Satellite phones have been around for years, but they've never worked as well or offered as many features as the devices routinely shown in movies and on TV. Reston, Va.-based TerreStar Networks intends to change that. Last summer, the company launched what it claims is the world's largest and most powerful communications satellite, TerreStar-1, which will power the world's first satellite smartphone, the Genus.
"Our satellite was launched July 1 last year," said Dennis Matheson, CTO of TerreStar Networks. "Since then we've been doing different integration activities of the new network, which is an all-IP wireless network, and we're ready to roll out our first service offering."
The Genus is actually a terrestrial and satellite smartphone rolled into a single device. It offers a QWERTY keyboard, touchscreen and the Windows Mobile 6.5 operating system. Users can make voice calls, send text messages and check e-mail.
Under normal circumstances the device uses AT&T's cellular network. But when terrestrial networks are down or unavailable, all its communication and data transfer features are still available thanks to the satellite. This sets the Genus apart from past satellite phones which required their own device, phone number, batteries and a clunky housing.

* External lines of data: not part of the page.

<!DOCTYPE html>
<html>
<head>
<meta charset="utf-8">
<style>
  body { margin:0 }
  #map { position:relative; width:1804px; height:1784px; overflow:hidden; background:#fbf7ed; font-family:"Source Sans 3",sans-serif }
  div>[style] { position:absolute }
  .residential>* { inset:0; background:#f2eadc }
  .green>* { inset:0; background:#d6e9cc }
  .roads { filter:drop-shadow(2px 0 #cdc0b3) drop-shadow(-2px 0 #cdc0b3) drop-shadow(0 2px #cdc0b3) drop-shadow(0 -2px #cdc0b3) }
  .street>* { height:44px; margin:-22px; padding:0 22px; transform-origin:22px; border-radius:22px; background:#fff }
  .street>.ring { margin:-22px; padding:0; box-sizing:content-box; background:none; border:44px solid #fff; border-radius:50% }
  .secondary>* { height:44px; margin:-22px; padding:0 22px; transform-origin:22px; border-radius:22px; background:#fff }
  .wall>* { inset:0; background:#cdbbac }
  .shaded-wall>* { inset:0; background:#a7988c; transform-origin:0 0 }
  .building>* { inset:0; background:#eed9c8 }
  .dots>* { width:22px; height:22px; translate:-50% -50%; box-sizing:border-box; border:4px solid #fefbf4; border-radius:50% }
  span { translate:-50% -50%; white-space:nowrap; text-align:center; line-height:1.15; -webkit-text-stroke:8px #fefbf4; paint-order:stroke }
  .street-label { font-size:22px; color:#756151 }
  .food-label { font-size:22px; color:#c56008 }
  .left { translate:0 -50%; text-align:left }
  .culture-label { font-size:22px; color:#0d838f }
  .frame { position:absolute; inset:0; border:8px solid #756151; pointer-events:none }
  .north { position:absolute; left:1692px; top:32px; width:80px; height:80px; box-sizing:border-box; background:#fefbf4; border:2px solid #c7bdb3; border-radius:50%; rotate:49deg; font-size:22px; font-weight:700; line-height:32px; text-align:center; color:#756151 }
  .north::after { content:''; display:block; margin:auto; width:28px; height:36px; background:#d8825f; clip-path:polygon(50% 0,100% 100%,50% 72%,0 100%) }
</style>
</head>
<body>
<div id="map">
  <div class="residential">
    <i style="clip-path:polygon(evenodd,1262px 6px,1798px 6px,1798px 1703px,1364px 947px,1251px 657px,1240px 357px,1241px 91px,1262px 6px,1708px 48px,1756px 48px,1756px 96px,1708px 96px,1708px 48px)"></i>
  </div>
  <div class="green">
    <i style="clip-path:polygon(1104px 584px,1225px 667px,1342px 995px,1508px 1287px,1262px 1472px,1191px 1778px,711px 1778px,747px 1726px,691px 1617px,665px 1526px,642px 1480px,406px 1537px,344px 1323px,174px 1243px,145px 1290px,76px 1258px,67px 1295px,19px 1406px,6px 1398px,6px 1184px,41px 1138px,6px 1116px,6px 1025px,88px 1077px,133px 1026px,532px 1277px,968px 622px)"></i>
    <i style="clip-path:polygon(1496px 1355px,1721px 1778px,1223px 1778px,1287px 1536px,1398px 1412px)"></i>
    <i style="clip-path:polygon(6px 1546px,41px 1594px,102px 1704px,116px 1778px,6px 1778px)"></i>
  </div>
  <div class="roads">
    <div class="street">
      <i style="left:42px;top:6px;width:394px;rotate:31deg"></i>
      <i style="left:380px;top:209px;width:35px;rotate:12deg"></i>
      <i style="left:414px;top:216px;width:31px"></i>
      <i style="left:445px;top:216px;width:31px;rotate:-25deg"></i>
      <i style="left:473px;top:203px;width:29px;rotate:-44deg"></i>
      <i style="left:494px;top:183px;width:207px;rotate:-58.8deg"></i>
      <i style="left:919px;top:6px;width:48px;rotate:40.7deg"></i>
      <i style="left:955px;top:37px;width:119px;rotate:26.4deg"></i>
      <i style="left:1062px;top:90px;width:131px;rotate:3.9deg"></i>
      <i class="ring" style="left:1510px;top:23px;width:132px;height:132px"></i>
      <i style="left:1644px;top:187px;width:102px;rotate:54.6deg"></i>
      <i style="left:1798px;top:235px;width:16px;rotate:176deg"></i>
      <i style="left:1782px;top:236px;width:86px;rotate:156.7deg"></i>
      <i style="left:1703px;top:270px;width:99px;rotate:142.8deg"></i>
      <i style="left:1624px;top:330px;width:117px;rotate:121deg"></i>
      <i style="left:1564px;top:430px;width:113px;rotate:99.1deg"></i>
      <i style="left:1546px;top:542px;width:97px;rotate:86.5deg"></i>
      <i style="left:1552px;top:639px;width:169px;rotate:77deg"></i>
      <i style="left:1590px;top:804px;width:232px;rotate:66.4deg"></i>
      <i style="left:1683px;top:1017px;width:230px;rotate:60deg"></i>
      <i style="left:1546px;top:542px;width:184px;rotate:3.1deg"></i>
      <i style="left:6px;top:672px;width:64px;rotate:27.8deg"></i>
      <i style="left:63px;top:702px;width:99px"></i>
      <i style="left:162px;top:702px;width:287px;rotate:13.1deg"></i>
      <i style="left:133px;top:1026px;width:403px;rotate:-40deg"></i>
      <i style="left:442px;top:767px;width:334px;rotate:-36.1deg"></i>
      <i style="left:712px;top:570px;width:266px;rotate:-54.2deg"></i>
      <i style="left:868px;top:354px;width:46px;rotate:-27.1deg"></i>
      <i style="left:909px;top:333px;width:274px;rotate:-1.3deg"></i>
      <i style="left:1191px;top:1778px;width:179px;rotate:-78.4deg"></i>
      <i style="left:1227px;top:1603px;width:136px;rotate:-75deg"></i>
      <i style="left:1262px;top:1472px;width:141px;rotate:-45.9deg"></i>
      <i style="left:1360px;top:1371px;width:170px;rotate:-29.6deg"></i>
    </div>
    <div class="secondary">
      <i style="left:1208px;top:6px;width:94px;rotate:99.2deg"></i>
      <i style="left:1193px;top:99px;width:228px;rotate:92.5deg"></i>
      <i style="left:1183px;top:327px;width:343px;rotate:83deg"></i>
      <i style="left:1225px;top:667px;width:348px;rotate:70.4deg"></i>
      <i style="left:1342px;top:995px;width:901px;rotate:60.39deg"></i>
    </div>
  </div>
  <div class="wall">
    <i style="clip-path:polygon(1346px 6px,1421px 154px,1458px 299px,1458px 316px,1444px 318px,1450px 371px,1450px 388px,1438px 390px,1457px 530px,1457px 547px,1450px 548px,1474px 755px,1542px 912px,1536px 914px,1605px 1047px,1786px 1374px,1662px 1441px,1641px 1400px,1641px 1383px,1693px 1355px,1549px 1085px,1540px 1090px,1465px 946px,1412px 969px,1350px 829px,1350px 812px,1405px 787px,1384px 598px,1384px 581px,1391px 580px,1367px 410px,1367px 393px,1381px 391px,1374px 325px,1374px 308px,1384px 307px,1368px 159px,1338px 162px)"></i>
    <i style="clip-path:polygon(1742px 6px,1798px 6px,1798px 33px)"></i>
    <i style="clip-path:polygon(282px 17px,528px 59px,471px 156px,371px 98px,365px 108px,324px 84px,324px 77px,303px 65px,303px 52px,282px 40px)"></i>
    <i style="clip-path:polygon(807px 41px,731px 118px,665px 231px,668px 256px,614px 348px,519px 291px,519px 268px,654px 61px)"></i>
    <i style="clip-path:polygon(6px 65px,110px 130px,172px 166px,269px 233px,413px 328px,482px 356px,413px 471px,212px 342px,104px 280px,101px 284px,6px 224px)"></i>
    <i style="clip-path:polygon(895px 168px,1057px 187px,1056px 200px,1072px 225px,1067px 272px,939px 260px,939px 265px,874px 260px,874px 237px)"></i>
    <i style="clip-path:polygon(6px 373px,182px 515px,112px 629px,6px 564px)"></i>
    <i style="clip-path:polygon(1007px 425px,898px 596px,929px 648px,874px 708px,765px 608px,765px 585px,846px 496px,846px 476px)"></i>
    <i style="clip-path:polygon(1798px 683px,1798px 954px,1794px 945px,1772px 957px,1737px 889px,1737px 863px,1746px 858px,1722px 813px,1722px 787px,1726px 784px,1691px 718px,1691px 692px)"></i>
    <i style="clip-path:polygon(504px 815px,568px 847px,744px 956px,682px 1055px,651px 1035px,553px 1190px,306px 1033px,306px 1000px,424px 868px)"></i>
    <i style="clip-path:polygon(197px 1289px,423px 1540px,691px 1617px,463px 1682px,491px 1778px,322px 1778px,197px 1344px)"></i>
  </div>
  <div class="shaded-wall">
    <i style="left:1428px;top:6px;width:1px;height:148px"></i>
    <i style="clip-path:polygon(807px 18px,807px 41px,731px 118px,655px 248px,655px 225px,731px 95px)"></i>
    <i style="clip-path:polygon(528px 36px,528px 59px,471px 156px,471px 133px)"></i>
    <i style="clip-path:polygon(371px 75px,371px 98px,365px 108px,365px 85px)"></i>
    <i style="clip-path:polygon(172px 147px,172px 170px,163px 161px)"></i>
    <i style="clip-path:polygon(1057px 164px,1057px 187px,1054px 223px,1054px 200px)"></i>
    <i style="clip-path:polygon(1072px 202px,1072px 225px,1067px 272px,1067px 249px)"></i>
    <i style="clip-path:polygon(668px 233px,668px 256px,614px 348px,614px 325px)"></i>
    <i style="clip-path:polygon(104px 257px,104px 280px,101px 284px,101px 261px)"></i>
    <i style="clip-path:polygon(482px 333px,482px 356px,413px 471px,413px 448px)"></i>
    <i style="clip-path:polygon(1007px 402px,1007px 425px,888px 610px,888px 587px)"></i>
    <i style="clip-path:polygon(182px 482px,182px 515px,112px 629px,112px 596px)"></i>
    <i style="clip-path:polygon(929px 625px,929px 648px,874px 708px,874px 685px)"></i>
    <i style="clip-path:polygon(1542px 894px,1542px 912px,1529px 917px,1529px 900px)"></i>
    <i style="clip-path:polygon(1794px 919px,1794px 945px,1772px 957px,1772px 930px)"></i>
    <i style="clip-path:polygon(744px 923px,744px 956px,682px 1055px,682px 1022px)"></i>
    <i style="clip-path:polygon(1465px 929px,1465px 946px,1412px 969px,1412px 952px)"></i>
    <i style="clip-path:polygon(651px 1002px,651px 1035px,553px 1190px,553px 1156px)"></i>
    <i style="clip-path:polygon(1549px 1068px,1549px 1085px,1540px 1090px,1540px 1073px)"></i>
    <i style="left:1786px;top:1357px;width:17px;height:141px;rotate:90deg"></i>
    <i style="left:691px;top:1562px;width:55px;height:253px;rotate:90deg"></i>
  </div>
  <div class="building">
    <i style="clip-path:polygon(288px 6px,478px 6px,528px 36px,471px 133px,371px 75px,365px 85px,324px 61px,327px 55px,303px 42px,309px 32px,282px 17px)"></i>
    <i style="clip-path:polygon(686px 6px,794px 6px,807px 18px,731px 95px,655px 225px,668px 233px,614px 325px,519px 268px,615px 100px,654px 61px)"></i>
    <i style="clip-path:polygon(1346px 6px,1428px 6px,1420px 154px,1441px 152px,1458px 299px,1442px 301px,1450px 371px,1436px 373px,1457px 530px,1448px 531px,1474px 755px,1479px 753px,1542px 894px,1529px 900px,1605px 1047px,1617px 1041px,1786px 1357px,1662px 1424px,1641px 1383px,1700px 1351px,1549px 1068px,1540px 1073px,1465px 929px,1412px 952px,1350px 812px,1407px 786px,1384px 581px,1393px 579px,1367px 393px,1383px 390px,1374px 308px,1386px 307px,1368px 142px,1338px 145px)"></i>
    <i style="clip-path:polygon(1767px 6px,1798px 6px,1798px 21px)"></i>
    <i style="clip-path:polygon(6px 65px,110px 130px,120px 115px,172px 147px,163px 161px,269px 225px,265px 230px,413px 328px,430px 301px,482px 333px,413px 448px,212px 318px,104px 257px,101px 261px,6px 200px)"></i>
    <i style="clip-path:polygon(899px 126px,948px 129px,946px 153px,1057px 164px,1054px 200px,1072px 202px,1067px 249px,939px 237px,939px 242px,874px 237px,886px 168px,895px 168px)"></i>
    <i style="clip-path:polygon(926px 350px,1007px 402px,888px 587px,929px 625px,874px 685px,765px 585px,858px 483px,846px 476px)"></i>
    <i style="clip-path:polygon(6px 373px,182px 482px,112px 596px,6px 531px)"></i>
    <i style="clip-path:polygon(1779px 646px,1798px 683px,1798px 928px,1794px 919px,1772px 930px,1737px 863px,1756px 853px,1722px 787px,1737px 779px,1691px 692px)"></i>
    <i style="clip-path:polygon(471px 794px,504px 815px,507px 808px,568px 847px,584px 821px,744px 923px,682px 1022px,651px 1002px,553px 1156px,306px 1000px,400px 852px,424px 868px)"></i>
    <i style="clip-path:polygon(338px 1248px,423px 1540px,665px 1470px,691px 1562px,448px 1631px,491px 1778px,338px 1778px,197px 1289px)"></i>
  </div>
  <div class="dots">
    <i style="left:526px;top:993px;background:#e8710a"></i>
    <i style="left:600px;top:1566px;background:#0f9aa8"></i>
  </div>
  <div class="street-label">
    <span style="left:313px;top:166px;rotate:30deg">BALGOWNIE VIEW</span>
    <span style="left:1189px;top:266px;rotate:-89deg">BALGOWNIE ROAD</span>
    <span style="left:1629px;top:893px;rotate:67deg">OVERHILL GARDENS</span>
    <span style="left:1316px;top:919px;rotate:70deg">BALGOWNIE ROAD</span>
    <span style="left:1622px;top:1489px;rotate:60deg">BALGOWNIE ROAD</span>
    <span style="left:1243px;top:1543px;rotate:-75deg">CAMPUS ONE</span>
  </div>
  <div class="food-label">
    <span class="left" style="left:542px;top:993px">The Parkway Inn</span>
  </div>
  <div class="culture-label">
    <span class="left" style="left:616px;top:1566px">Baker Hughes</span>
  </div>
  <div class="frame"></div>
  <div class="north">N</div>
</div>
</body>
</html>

"What we wanted to do was to put a unit on the hip of a person that would be their day-in and day-out device, yet would have satellite capabilities at the same time when they needed it," Matheson said. "If you see our unit, it's a little bit larger than a BlackBerry."
Currently it costs users an extra $24.99 per month to add satellite capability to the Genus. But Matheson said chipset agreements with manufacturers, such as Qualcomm and Infineon, mean TerreStar Networks anticipates the monthly price dropping to as little as $5. The company also is investigating the possibility of incorporating the technology into emergency response vehicles.
Still, the technology isn't perfect. Users need an unobstructed view of the southern sky to use the satellite functions. But, Matheson added, "It's not one of these [situations] where you have to be right there, standing still, basically aimed at a specific spot."